Ethyl lactate is a green solvent derived from renewable resources, offering an eco-friendly alternative to petroleum-based volatile organic compounds (VOCs). Traditionally, it is synthesized through the esterification of lactic acid with ethanol. A study explores two distinct strategies for producing ethyl lactate in a more sustainable and cost-effective manner. The first approach utilizes eco-friendly Zr-based catalysts, specifically basic zirconium carbonate, which has demonstrated superior performance in converting dihydroxyacetone (a biomass derivative) to ethyl lactate. Operating at 140 °C and under 1.0 MPa N2 pressure for 4 hours, this catalyst achieved a full conversion of dihydroxyacetone with an 85.3% yield of ethyl lactate. The efficacy of basic zirconium carbonate is attributed to the synergistic effects of its acidic and basic active sites, and it also exhibits excellent thermal stability and reusability, maintaining its activity over multiple runs. The second strategy involves process intensification through reactive distillation, which combines the reaction and separation processes, enhancing energy efficiency and space-time yield. An optimized serial setup of reactors followed by distillation steps has been identified as the most energy-efficient system. This configuration provides similar benefits to simultaneous reactive distillation but with greater flexibility and ease of scale-up, making it a favorable option for industrial production of ethyl lactate. ^2,3

Biosynthetic pathway

Ethyl lactate, a key flavor component in baijiu and a raw material in fragrance production, can be biosynthesized in engineered Saccharomyces cerevisiae. The pathway commences with the introduction of propionyl-CoA transferase, which catalyzes the formation of propionyl-CoA, a precursor for ethyl lactate synthesis. Concurrently, alcohol acyltransferase facilitates the esterification of ethanol with acyl-CoA derivatives to produce ethyl esters like ethyl lactate. To enhance production, the copy number of genes encoding these enzymes, Pctcp and AeAT9, is increased, leading to higher enzyme concentrations and thus greater ethyl lactate yields. Further optimization involves genetic modifications to reduce pyruvate transport into mitochondria by knocking out porin and mitochondrial pyruvate carrier genes. This strategy redirects pyruvate towards cytosolic pathways, favoring ethyl lactate synthesis and culminating in a significant increase in its production. ⁴

Reference

1. Ethyl lactate. National Center for Biotechnology Information (2023). PubChem Compound Summary for CID 7344.

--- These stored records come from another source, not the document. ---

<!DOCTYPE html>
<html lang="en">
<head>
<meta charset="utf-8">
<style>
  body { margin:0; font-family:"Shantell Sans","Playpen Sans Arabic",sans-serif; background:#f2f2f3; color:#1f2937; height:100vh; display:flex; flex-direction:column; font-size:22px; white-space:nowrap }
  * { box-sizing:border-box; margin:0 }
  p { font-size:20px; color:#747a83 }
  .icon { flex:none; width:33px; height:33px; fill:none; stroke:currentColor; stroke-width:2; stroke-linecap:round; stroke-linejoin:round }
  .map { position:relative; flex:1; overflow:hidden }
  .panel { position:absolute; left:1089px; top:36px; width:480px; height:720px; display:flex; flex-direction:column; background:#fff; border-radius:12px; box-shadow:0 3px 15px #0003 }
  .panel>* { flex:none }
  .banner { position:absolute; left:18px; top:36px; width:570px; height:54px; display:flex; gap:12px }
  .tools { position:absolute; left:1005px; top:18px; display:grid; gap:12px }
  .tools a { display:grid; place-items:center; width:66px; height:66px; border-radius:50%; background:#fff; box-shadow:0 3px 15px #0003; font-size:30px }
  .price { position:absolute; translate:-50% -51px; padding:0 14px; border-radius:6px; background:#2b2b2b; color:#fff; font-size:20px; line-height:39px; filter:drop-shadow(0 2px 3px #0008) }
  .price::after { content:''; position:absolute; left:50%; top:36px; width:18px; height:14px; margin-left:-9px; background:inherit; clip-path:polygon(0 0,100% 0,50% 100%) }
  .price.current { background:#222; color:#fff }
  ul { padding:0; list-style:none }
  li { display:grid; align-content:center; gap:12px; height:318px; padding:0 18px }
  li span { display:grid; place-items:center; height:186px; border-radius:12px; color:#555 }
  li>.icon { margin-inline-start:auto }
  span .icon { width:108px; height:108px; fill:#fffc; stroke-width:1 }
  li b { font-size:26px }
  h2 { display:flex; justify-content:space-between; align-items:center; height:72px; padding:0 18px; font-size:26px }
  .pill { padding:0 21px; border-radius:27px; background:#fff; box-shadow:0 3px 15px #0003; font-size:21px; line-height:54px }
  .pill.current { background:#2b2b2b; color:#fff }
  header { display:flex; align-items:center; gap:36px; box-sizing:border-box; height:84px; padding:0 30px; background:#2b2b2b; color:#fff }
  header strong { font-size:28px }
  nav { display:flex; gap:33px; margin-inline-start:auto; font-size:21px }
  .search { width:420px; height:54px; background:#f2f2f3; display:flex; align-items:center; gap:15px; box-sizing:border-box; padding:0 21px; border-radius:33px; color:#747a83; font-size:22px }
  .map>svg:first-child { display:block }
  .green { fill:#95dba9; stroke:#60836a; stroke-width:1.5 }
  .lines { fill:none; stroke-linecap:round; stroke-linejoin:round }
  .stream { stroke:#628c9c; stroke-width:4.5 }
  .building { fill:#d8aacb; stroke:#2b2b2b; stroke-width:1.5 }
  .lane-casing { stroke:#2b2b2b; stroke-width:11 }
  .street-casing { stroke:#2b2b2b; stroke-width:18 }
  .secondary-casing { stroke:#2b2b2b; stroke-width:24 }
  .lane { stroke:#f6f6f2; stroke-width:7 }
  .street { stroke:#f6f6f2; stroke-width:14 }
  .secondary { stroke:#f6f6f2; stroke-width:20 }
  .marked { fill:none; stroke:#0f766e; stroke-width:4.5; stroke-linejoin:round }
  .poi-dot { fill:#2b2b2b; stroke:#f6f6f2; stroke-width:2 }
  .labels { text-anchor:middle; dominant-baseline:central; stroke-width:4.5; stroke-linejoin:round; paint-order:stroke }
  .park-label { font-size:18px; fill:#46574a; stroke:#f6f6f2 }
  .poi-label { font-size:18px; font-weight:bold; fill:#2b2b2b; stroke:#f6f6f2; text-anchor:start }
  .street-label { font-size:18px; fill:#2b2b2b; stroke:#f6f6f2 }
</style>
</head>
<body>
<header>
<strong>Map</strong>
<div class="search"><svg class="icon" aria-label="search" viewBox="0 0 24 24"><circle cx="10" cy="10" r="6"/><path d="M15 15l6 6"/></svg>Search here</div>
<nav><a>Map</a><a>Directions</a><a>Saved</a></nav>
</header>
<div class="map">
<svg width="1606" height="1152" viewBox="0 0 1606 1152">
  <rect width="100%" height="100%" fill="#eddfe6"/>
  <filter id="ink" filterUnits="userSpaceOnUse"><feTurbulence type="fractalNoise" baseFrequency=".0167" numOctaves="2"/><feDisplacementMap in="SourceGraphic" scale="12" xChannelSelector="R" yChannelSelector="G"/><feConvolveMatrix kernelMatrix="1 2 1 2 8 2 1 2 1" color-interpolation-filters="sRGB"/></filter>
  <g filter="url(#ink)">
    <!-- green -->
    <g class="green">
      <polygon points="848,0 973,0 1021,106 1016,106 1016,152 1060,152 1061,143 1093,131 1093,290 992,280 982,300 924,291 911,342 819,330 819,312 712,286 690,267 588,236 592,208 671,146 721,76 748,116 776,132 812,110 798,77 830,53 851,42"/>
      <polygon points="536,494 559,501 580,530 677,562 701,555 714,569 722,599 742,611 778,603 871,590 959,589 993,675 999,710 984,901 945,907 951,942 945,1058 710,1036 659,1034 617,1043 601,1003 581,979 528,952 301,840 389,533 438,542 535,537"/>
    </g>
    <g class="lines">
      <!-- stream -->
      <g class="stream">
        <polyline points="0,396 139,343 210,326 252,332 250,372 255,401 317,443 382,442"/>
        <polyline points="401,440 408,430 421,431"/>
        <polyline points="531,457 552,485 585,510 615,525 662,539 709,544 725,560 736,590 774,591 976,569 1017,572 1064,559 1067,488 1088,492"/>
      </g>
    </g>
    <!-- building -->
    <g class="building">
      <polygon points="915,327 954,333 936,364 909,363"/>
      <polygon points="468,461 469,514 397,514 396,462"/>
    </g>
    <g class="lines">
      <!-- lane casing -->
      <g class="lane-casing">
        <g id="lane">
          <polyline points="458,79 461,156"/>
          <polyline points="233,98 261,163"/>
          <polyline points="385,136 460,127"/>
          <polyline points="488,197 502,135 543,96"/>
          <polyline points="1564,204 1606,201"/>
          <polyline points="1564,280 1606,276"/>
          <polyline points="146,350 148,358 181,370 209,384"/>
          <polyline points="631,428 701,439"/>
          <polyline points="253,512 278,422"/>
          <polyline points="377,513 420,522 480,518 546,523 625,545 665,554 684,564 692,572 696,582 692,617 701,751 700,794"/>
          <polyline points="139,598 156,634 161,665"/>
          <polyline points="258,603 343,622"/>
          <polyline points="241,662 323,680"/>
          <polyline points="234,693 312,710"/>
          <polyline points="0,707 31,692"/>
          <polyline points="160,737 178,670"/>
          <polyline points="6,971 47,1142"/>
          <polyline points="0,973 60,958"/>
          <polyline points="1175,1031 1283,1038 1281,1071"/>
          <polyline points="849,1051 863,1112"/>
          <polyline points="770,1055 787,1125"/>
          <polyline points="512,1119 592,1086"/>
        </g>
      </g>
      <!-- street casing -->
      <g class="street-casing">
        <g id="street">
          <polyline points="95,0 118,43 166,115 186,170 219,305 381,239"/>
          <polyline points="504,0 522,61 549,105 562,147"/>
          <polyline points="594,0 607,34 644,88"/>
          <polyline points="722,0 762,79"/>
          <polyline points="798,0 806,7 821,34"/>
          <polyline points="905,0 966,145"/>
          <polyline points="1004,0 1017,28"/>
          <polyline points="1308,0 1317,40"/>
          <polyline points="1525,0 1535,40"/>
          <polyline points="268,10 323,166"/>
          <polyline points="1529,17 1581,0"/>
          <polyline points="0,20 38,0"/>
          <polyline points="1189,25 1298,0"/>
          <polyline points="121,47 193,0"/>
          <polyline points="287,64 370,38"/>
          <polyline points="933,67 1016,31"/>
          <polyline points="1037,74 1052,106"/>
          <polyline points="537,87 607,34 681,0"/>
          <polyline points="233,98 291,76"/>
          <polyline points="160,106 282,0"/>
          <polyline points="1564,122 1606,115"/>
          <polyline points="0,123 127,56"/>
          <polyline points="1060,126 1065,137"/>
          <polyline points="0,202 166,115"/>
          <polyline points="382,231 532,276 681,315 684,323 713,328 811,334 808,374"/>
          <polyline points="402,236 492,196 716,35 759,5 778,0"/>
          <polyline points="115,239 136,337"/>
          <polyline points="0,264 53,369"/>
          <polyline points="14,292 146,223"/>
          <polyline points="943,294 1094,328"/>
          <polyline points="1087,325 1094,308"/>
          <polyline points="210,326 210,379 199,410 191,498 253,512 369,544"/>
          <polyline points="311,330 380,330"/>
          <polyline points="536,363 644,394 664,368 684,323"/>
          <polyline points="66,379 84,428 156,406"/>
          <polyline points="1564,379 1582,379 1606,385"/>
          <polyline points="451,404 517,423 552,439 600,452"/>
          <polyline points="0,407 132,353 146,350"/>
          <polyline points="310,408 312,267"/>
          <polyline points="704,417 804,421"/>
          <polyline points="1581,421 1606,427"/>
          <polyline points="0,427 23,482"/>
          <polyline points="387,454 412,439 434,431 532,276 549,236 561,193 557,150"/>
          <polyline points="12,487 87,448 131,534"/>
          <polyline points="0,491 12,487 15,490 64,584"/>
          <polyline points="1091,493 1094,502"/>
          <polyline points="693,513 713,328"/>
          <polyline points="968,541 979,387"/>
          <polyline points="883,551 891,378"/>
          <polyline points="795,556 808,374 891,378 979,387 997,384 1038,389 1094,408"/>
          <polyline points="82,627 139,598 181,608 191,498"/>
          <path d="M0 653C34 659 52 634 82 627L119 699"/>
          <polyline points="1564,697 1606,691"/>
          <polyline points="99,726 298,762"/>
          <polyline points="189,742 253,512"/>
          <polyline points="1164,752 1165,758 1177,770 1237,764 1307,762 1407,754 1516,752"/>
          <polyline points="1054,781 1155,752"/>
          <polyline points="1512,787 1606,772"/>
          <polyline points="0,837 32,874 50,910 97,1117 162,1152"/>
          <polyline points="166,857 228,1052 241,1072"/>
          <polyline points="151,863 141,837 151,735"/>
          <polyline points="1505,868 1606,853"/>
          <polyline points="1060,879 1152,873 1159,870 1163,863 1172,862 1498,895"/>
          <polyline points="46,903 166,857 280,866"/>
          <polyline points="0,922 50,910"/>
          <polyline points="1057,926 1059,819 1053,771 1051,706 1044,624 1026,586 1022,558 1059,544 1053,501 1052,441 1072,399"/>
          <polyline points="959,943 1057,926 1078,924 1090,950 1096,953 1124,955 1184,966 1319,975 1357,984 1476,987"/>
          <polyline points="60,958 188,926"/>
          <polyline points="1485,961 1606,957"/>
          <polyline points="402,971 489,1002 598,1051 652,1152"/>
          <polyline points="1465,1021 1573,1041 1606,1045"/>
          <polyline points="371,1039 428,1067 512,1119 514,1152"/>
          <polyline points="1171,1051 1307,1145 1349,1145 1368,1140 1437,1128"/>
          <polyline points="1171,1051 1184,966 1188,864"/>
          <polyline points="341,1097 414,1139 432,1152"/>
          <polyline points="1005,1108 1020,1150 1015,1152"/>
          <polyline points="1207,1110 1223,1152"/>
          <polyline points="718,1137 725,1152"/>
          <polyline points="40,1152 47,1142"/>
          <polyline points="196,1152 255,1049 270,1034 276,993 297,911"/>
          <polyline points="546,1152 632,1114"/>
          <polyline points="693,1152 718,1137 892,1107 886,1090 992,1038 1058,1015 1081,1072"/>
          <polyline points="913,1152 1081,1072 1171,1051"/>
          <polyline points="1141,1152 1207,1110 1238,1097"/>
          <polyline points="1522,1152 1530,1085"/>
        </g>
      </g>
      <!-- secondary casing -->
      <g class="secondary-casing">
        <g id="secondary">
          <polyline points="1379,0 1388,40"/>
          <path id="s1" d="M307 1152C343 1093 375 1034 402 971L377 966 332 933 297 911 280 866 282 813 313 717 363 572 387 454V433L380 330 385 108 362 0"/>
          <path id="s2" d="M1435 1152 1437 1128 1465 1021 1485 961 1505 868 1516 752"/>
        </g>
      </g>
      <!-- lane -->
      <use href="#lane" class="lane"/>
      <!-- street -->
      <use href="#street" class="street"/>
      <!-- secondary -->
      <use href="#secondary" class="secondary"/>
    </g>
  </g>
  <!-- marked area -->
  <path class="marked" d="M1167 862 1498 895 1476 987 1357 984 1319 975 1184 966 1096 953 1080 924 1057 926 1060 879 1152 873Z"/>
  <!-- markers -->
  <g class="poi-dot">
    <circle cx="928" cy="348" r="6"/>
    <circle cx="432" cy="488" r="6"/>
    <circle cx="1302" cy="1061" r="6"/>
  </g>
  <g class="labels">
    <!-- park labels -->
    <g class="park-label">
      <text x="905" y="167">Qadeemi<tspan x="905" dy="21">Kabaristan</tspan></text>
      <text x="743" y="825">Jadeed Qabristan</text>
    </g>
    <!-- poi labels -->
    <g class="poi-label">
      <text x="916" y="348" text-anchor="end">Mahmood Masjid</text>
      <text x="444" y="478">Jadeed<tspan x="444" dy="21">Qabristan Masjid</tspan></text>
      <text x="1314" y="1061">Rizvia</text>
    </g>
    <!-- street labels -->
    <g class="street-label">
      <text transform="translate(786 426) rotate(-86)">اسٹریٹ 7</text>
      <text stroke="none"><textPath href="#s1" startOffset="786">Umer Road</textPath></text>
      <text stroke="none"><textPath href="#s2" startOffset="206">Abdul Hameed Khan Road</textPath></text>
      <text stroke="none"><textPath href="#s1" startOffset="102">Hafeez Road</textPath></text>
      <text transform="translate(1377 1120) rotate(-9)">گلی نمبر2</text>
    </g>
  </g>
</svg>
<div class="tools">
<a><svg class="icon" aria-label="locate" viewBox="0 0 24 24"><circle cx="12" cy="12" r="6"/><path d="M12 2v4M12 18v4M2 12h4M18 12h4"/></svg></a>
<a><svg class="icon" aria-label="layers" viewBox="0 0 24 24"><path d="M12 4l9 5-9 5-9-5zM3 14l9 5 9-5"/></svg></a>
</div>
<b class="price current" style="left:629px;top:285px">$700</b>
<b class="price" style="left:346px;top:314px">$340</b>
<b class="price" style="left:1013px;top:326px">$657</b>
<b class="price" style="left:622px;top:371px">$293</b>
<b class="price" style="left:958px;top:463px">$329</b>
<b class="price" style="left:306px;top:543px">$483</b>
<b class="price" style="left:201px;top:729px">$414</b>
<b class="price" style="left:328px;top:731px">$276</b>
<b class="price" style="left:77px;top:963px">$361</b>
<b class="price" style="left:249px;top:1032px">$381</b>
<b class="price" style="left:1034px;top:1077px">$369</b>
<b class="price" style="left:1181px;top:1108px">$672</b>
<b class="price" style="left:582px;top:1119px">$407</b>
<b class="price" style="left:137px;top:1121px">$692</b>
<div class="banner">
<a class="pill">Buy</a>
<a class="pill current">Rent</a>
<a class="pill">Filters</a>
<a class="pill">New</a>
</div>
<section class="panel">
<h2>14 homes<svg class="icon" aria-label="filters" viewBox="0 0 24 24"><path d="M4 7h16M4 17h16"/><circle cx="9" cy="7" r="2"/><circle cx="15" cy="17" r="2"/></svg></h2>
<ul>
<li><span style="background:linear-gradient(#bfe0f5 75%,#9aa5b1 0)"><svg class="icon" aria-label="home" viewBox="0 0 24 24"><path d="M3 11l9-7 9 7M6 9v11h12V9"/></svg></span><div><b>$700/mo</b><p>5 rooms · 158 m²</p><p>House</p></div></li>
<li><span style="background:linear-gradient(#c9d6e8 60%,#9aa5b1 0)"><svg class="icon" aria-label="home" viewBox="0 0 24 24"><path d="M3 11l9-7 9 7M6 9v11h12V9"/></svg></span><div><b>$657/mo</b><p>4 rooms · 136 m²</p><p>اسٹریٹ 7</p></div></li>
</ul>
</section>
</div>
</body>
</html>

2. Shi J, Li F, Zhang J, Li N, Wang X, Zhang X, Liu Y. One-pot conversion of dihydroxyacetone into ethyl lactate by Zr-based catalysts. RSC Adv. 2021 Mar 15;11(18):10935-10940.

3. Stipsitz P, Mandl M, Harasek M. Ethyl lactate production by reactive distillation - optimization of reaction kinetics and energy efficiency. Open Res Eur. 2021 Sep 23;1:82.

4. Ren JY, Liu G, Chen YF, Jiang S, Ma YR, Zheng P, Guo XW, Xiao DG. Enhanced Production of Ethyl Lactate in Saccharomyces cerevisiae by Genetic Modification. J Agric Food Chem. 2020 Nov 25;68(47):13863-13870.